> **Try it**:
From the entries below, count every line that contains the word "relative". Please give the number and nothing else.

Records from a dataset
☆ ☆ ☆ ☆

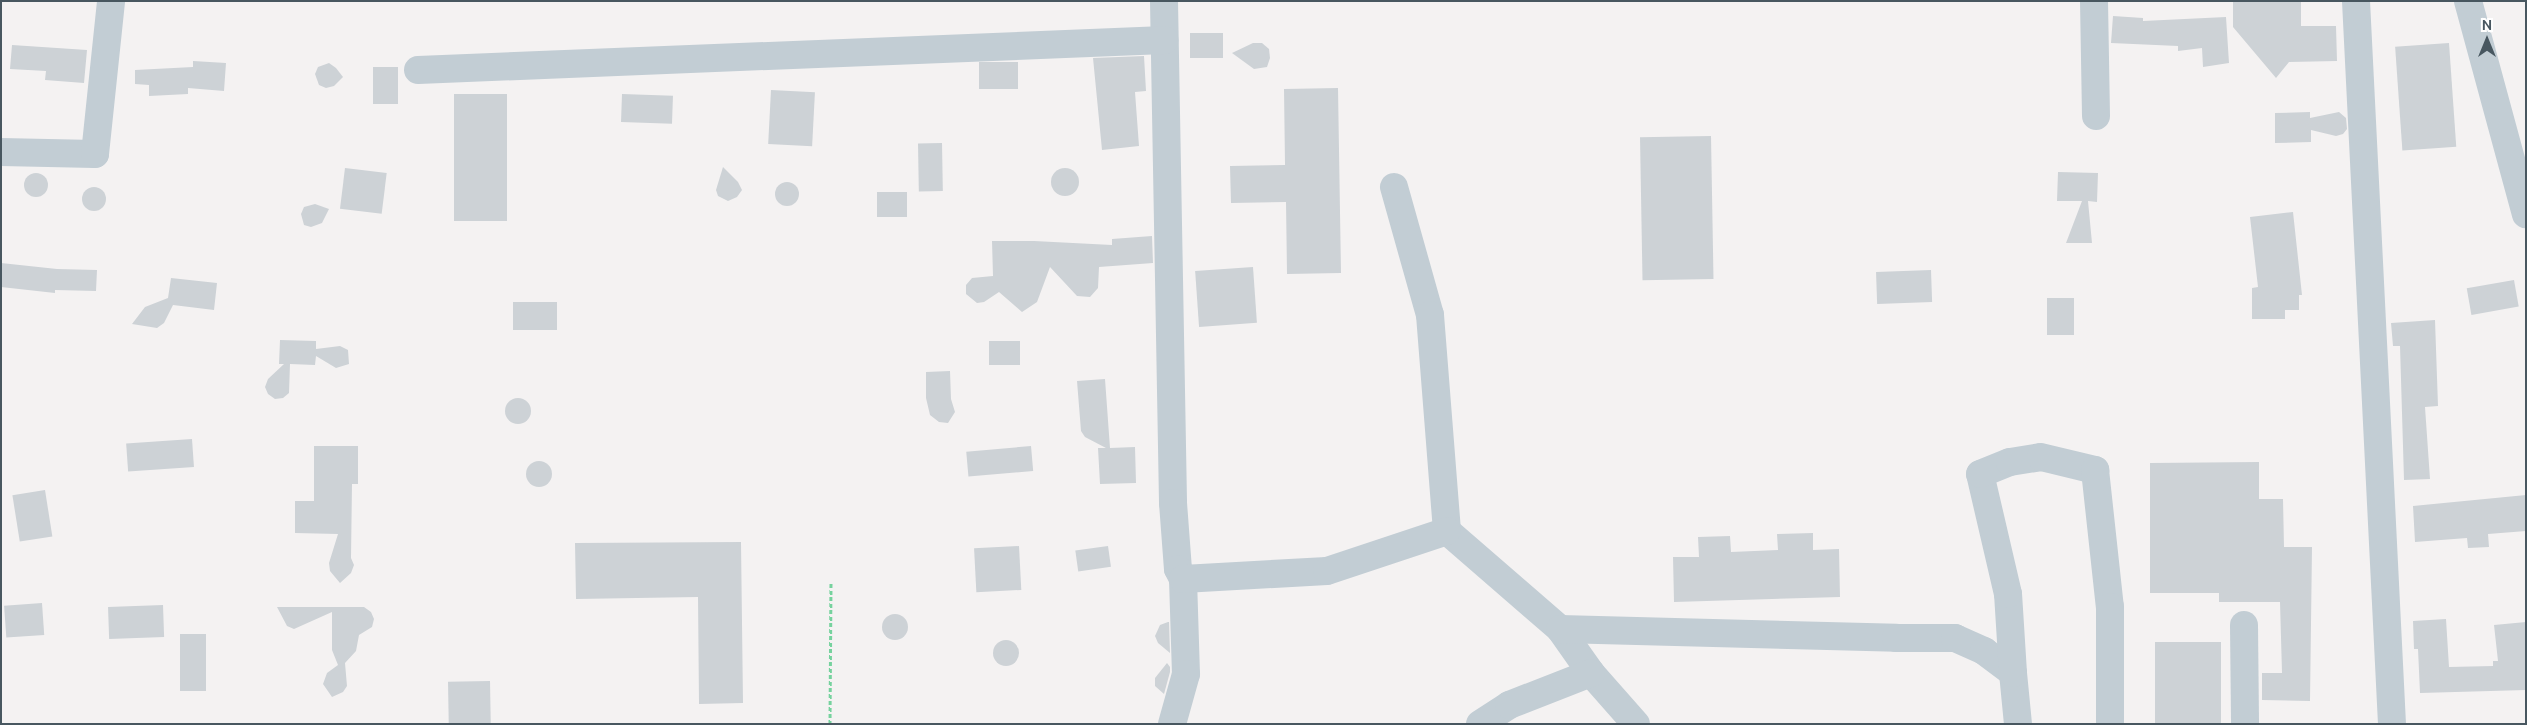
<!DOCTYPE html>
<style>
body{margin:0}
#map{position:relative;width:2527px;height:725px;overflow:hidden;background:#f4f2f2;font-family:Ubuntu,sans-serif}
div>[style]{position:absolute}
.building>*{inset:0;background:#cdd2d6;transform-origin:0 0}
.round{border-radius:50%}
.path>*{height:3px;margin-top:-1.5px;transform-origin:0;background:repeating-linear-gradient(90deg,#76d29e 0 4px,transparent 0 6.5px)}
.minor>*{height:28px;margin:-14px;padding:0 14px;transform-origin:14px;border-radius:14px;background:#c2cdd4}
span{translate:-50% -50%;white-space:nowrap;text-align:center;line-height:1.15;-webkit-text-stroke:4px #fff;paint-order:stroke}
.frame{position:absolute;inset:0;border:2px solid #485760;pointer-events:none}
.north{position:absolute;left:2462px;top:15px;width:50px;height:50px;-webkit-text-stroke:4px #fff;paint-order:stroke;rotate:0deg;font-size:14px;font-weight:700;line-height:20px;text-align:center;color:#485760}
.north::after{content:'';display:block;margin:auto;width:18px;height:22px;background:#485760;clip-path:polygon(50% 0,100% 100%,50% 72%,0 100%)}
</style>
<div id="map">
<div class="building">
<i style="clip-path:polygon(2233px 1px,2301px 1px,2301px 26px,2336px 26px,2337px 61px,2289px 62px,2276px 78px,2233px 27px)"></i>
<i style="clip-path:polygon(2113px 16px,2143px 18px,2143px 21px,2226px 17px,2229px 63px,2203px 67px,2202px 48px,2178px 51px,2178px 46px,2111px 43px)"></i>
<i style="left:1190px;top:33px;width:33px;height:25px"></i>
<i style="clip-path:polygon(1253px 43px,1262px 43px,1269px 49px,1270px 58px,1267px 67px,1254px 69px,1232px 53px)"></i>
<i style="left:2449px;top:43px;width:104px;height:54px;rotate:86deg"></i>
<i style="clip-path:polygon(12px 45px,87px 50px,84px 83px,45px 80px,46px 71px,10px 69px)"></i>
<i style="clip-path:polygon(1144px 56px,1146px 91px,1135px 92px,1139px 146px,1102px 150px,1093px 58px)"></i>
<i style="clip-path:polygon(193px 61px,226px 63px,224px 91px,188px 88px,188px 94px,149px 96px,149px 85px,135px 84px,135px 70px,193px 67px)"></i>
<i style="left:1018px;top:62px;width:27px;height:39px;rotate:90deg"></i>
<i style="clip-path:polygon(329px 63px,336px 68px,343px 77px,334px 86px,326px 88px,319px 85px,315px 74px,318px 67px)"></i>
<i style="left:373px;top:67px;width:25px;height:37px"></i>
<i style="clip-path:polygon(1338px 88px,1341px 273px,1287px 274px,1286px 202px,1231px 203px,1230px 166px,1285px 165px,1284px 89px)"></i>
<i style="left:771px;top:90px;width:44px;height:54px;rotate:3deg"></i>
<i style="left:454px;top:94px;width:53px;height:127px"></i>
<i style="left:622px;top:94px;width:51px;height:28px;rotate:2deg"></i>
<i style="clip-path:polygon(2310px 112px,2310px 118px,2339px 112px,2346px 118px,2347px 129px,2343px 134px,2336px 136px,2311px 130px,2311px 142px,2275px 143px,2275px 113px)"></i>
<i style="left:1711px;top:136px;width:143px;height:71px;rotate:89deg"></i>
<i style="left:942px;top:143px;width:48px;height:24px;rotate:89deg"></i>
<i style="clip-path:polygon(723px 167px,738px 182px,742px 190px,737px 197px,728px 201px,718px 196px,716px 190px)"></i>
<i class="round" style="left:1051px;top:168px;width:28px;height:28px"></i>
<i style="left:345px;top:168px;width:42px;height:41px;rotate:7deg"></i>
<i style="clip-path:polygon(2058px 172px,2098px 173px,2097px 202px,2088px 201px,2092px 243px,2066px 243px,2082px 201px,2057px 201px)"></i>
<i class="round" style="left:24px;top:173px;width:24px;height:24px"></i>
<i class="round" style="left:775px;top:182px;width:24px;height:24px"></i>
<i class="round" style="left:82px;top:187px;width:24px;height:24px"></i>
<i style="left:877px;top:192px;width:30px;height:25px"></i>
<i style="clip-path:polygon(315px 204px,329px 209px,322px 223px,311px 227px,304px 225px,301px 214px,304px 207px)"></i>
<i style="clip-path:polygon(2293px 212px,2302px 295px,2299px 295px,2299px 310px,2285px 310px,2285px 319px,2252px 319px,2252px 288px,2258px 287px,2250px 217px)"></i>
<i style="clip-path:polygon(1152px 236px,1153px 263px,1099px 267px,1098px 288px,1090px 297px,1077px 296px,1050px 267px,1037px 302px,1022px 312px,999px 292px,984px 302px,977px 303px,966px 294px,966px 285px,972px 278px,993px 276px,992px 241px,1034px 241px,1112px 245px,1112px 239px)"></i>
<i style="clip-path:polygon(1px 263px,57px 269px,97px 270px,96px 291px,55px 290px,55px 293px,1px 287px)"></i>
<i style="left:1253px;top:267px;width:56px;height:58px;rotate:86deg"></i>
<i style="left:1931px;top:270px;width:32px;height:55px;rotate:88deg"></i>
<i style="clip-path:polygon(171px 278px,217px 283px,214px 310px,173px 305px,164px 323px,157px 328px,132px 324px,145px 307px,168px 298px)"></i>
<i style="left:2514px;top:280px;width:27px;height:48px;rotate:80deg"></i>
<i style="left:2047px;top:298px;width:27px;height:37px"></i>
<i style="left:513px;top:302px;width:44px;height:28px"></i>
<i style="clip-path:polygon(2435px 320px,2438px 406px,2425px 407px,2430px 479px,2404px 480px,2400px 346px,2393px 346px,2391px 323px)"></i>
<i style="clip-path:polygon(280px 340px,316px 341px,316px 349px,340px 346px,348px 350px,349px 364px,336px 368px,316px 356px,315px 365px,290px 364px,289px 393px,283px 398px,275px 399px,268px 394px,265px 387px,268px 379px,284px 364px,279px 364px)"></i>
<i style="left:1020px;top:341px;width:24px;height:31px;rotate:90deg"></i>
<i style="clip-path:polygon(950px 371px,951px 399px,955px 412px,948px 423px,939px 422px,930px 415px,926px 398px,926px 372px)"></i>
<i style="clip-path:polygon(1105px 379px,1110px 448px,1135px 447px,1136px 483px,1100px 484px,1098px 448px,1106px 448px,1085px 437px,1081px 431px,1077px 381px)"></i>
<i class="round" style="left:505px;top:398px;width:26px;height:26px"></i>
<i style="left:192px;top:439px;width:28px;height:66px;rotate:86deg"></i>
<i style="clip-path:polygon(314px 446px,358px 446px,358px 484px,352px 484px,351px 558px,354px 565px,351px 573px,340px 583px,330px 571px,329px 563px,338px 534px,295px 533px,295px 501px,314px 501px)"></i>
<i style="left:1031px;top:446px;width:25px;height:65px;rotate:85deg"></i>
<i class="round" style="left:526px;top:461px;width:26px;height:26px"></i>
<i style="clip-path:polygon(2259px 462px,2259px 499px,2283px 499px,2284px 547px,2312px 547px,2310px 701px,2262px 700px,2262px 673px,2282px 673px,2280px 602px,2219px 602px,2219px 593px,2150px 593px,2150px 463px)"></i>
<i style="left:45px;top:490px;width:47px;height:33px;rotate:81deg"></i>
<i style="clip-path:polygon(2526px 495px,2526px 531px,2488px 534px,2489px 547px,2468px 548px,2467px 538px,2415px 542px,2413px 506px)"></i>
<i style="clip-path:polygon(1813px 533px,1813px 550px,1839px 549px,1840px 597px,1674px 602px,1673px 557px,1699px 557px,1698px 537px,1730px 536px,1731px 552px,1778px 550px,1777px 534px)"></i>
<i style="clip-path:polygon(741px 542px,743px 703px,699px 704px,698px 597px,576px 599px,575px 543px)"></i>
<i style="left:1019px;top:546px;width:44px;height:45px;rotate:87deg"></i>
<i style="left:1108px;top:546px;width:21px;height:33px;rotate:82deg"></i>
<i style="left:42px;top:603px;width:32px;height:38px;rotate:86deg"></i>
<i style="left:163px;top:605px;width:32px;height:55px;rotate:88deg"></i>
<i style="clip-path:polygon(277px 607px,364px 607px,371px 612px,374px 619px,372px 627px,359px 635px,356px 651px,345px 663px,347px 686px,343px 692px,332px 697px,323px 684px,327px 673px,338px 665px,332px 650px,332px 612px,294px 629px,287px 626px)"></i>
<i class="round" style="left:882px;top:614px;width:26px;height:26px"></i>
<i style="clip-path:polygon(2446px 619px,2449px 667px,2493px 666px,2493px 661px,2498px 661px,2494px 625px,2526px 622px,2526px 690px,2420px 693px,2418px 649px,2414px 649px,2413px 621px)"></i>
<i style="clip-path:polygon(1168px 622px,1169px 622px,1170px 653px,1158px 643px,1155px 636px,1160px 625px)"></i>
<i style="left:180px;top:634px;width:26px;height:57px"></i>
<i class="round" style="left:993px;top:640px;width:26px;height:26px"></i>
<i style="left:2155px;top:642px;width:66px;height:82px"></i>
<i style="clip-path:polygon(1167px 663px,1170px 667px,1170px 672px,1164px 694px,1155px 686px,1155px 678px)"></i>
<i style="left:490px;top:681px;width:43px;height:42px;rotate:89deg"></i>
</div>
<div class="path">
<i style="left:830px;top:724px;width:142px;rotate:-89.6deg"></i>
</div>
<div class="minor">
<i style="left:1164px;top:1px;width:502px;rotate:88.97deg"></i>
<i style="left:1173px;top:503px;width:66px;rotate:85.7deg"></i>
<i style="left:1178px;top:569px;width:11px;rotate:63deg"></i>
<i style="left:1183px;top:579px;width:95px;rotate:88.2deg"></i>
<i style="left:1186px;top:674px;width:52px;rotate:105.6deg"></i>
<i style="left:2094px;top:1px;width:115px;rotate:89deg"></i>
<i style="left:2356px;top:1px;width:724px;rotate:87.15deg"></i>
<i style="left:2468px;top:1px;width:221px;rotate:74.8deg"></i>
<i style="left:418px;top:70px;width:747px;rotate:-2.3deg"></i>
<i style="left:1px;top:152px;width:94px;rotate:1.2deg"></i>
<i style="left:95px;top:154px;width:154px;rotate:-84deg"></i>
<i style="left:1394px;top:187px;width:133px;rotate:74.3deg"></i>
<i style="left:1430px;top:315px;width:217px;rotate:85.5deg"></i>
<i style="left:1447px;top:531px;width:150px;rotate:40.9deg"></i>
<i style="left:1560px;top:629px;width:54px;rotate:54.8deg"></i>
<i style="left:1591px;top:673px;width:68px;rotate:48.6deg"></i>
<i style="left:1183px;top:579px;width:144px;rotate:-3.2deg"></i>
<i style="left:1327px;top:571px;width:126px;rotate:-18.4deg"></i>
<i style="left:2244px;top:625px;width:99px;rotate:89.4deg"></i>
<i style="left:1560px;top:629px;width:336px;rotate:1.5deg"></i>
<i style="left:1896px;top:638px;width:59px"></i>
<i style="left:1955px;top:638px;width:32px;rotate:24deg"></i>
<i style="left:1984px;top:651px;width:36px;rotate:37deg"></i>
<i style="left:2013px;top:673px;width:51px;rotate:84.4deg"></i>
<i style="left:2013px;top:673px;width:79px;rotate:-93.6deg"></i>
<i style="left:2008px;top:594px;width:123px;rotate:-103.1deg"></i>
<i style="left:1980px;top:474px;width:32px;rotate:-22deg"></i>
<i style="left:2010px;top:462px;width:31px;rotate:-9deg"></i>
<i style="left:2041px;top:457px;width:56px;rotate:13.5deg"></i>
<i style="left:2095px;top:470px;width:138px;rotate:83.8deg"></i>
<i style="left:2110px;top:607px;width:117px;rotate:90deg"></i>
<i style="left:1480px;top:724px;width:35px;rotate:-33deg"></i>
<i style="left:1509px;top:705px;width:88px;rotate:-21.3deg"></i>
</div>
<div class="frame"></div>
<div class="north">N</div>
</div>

☆ ☆ ☆ ☆

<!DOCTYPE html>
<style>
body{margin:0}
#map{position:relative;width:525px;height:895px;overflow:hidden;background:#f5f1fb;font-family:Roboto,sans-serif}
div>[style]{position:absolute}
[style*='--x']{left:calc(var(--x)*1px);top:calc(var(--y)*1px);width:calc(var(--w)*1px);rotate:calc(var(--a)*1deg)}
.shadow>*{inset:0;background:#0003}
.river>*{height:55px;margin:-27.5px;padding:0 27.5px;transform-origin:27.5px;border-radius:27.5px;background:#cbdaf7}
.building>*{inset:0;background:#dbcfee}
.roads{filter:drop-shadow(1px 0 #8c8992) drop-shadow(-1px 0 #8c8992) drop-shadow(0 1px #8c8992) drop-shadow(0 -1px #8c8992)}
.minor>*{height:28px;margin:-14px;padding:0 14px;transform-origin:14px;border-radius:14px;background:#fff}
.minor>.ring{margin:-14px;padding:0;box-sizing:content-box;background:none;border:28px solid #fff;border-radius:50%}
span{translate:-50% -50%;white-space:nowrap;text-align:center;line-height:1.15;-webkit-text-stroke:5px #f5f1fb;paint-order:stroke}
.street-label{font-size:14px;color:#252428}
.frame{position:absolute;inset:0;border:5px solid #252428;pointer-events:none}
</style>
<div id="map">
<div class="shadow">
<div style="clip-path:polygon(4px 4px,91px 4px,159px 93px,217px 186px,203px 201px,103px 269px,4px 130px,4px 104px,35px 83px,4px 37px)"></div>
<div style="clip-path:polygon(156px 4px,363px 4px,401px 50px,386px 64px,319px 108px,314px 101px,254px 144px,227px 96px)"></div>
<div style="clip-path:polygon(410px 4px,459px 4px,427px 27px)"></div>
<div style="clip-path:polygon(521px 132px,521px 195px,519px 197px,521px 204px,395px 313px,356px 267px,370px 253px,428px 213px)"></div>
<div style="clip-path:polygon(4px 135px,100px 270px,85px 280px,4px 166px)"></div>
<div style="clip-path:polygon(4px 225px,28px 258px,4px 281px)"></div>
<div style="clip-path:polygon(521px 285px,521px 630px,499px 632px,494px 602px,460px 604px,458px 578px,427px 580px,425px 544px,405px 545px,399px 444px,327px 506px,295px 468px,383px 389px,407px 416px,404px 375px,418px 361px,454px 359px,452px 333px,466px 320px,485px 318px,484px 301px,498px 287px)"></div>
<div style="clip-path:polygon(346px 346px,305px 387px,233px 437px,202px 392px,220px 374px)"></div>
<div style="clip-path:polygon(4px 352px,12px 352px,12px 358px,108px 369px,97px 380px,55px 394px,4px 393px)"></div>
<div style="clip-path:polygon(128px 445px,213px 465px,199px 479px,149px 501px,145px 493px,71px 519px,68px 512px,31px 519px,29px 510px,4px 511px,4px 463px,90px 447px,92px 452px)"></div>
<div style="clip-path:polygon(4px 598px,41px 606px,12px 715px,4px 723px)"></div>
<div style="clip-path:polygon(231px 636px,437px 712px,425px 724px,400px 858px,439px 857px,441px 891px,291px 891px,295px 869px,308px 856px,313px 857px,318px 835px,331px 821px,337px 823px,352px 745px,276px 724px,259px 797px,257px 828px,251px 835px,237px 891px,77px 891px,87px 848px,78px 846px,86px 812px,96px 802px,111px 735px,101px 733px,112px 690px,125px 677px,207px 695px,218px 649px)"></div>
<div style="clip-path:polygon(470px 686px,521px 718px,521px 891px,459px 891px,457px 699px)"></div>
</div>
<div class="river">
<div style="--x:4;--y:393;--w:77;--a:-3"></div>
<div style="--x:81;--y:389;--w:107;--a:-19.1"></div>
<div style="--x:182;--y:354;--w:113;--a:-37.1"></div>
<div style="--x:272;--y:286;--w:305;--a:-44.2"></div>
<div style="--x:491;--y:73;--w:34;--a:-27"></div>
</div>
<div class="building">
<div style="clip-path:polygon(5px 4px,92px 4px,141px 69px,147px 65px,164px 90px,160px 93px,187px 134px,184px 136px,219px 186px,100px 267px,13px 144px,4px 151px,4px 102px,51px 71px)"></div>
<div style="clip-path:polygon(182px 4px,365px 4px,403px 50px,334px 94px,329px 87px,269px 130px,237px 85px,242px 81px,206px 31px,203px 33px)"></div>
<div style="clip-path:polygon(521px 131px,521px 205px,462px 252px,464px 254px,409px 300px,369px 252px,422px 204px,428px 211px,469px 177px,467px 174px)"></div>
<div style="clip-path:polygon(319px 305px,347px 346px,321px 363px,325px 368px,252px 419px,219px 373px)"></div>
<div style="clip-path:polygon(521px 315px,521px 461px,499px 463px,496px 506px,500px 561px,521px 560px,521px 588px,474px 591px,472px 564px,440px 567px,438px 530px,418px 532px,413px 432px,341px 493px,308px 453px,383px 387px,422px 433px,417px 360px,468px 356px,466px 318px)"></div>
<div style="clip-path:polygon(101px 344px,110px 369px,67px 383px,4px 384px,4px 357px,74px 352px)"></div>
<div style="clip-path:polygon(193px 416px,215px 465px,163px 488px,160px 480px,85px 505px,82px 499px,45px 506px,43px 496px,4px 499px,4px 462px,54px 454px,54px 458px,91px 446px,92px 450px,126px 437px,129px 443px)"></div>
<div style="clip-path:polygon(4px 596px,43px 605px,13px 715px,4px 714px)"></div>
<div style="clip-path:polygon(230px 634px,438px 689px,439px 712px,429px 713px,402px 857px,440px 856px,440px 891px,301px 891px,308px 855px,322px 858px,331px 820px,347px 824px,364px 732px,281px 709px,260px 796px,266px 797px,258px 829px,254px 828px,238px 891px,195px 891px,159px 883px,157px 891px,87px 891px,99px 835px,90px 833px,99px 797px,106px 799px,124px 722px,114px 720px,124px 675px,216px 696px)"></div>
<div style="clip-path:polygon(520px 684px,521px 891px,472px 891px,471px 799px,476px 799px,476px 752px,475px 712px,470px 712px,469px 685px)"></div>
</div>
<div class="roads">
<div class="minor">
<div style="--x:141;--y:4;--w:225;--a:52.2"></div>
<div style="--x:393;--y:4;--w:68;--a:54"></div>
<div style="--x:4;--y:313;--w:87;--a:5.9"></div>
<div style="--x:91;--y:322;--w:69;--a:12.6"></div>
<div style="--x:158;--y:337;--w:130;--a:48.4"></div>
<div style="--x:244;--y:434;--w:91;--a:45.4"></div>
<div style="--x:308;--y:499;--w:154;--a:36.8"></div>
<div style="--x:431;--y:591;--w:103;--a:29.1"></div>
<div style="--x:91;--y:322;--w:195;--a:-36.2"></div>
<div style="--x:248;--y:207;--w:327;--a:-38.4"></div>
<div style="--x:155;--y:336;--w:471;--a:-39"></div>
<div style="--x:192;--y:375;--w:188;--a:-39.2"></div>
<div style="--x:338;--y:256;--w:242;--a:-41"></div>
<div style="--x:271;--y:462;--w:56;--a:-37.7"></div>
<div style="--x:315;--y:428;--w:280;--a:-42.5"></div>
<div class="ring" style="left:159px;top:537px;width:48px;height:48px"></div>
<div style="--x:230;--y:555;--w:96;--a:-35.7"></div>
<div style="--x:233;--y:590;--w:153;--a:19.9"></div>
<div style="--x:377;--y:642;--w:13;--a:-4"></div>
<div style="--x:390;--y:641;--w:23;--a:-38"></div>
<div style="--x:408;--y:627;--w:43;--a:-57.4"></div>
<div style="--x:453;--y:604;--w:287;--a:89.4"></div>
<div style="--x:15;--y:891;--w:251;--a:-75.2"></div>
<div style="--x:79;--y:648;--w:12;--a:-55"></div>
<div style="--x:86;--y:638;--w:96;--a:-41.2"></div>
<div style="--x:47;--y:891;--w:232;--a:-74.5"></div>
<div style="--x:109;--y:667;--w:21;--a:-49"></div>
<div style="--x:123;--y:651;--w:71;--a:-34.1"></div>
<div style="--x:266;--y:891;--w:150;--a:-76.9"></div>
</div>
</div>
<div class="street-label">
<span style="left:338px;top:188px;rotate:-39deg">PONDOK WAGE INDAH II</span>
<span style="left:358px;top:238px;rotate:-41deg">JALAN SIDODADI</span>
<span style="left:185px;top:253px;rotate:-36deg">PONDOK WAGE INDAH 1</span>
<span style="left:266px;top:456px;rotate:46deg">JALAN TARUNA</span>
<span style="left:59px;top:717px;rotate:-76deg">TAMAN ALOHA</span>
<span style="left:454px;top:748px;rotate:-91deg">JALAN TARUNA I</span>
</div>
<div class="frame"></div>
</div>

☆ ☆ ☆ ☆

> **Solution for this task**:
2